Para o sr. Lee e Alice, em retribuição ao amor e afeto
Os advogados, suponho, um dia foram crianças.
CHARLES LAMB
SEGUNDA PARTE
15
continuando...
Mas não estava. O escritório ficava no final de um longo corredor e, olhando para o fundo, devíamos ver Atticus Finch,
Advogado em pequenas letras discretas na porta, iluminadas pela luz do interior. Mas a luz estava apagada.
Jem conferiu a porta do banco para garantir. Girou a maçaneta. Estava trancada.
— Vamos subir a rua. Talvez ele esteja visitando o sr. Underwood.
O sr. Underwood não só chefiava o Maycomb Tribune como morava na redação. Quer dizer, no andar de cima. Ele cobria
as notícias do tribunal e da cadeia apenas olhando pela janela de casa. O prédio ficava no canto noroeste da praça e para
chegar lá tínhamos de passar pela cadeia.
A cadeia de Maycomb era o prédio mais imponente e mais horroroso do condado. Atticus dizia que poderia ter sido
projetado pelo primo Joshua St Clair, pois com certeza havia saído da fantasia de alguém. Totalmente deslocada em uma
cidade de lojas de fachada quadrada e casas de telhados íngremes, a cadeia era uma piada gótica em miniatura: com uma cela
de largura e duas de altura, arrematada com pequenas muralhas e delicados contrafortes. A fantasia aumentava com a fachada
de tijolos vermelhos e as grossas barras de ferro nas janelas eclesiásticas. Não ficava numa colina isolada, mas entre a loja de
ferragens Tyndal’s e a redação do Maycomb Tribune. A cadeia era o principal assunto da cidade: seus detratores diziam que
parecia uma latrina vitoriana; seus defensores diziam que ela dava à cidade uma aparência respeitável e nenhum forasteiro iria
suspeitar que estava lotada de pretos.
Enquanto caminhávamos pela calçada vimos uma luz ao longe.

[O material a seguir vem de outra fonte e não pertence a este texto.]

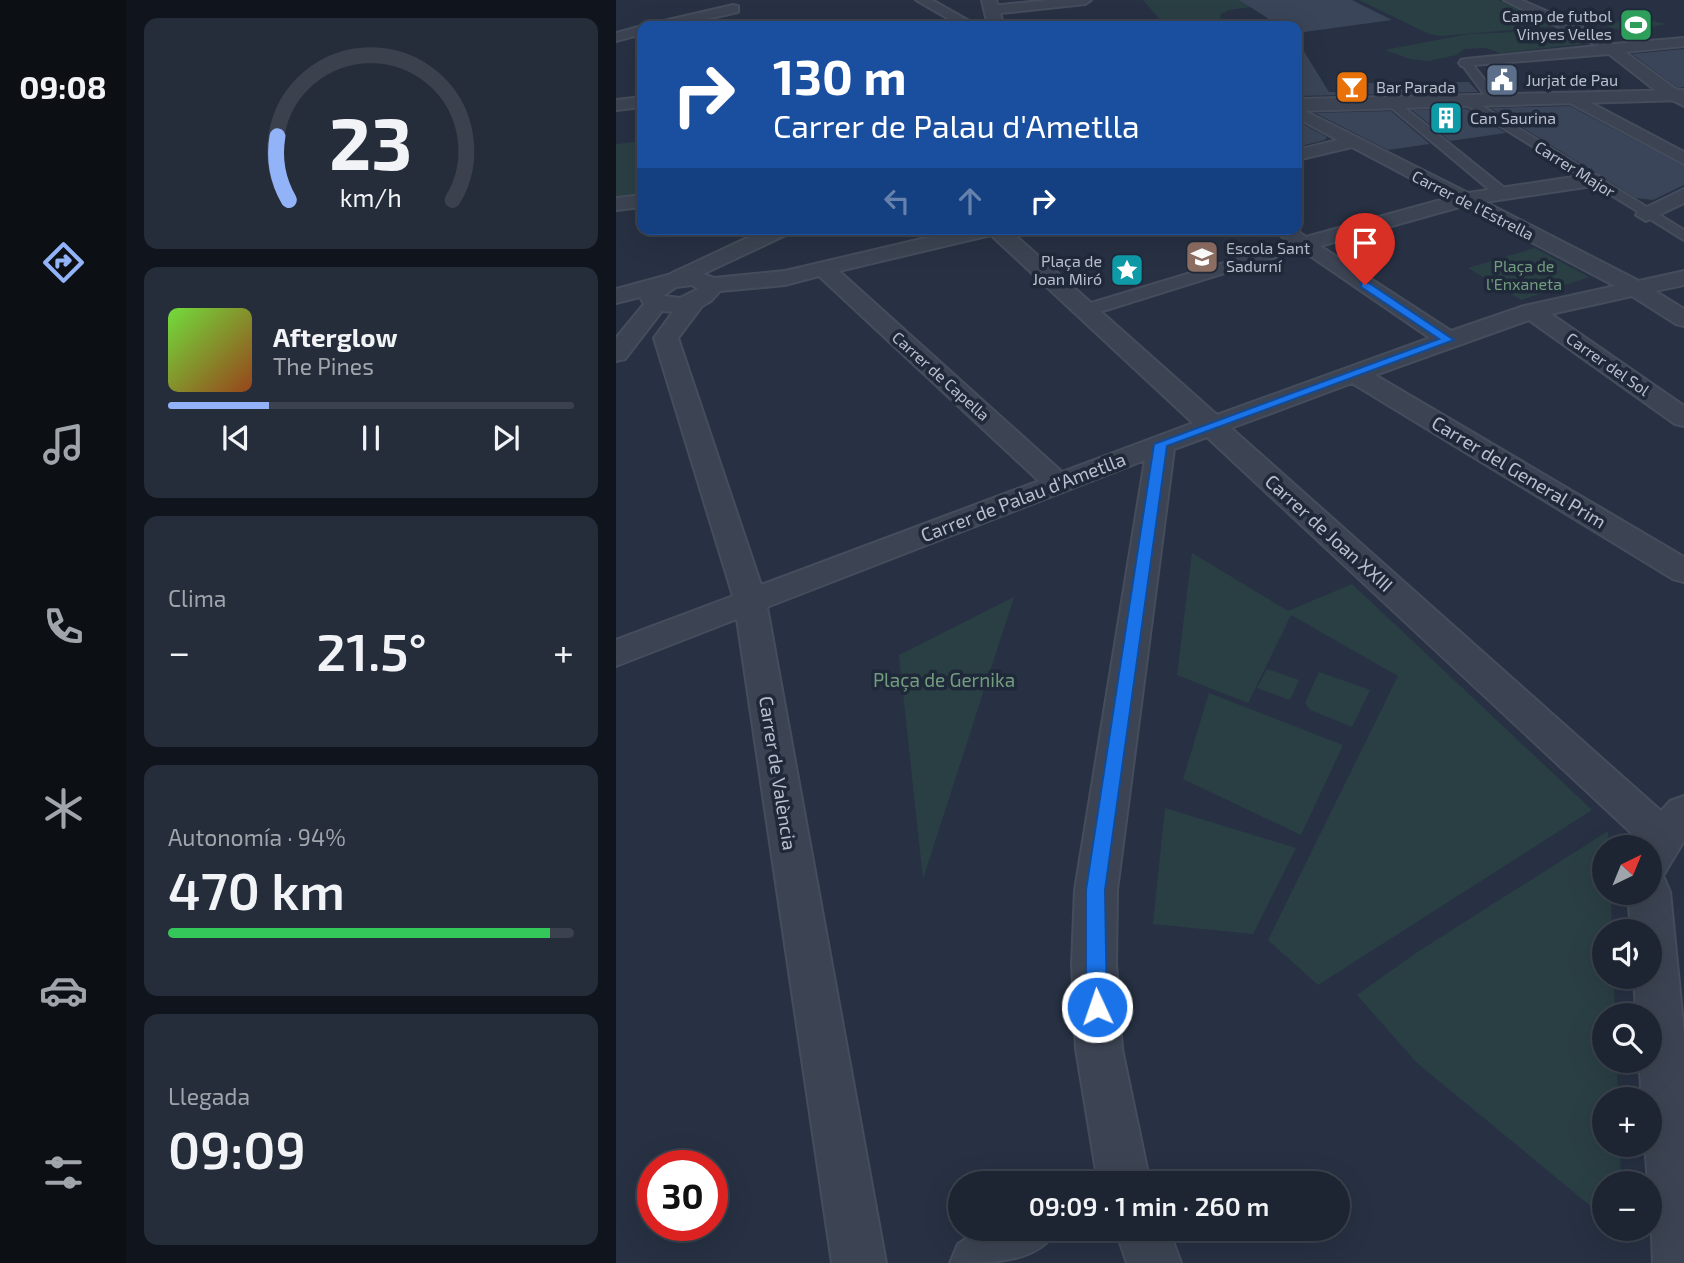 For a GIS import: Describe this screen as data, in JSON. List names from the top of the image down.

— Que estranho, a cadeia não é iluminada por fora — disse Jem.
— Parece que a luz é em cima da porta — disse Dill.
Um comprido fio elétrico passava entre as barras de uma janela no segundo andar e descia a lateral do prédio. À luz da
lâmpada, Atticus estava sentado, recostado na porta da frente. Estava sentado em uma das cadeiras do escritório, lendo, sem
se incomodar com os insetos noturnos que dançavam ao redor de sua cabeça.
Eu ia correr ao encontro dele, mas Jem me segurou.
— Não vá até lá, ele pode não gostar. Ele está bem, vamos para casa. Eu só queria ver onde ele estava.
Estávamos cortando caminho pela praça, quando quatro carros empoeirados se aproximaram pela estrada de Meridian,
avançando devagar e em fila. Contornaram a praça, passaram pelo prédio do banco e pararam em frente à cadeia.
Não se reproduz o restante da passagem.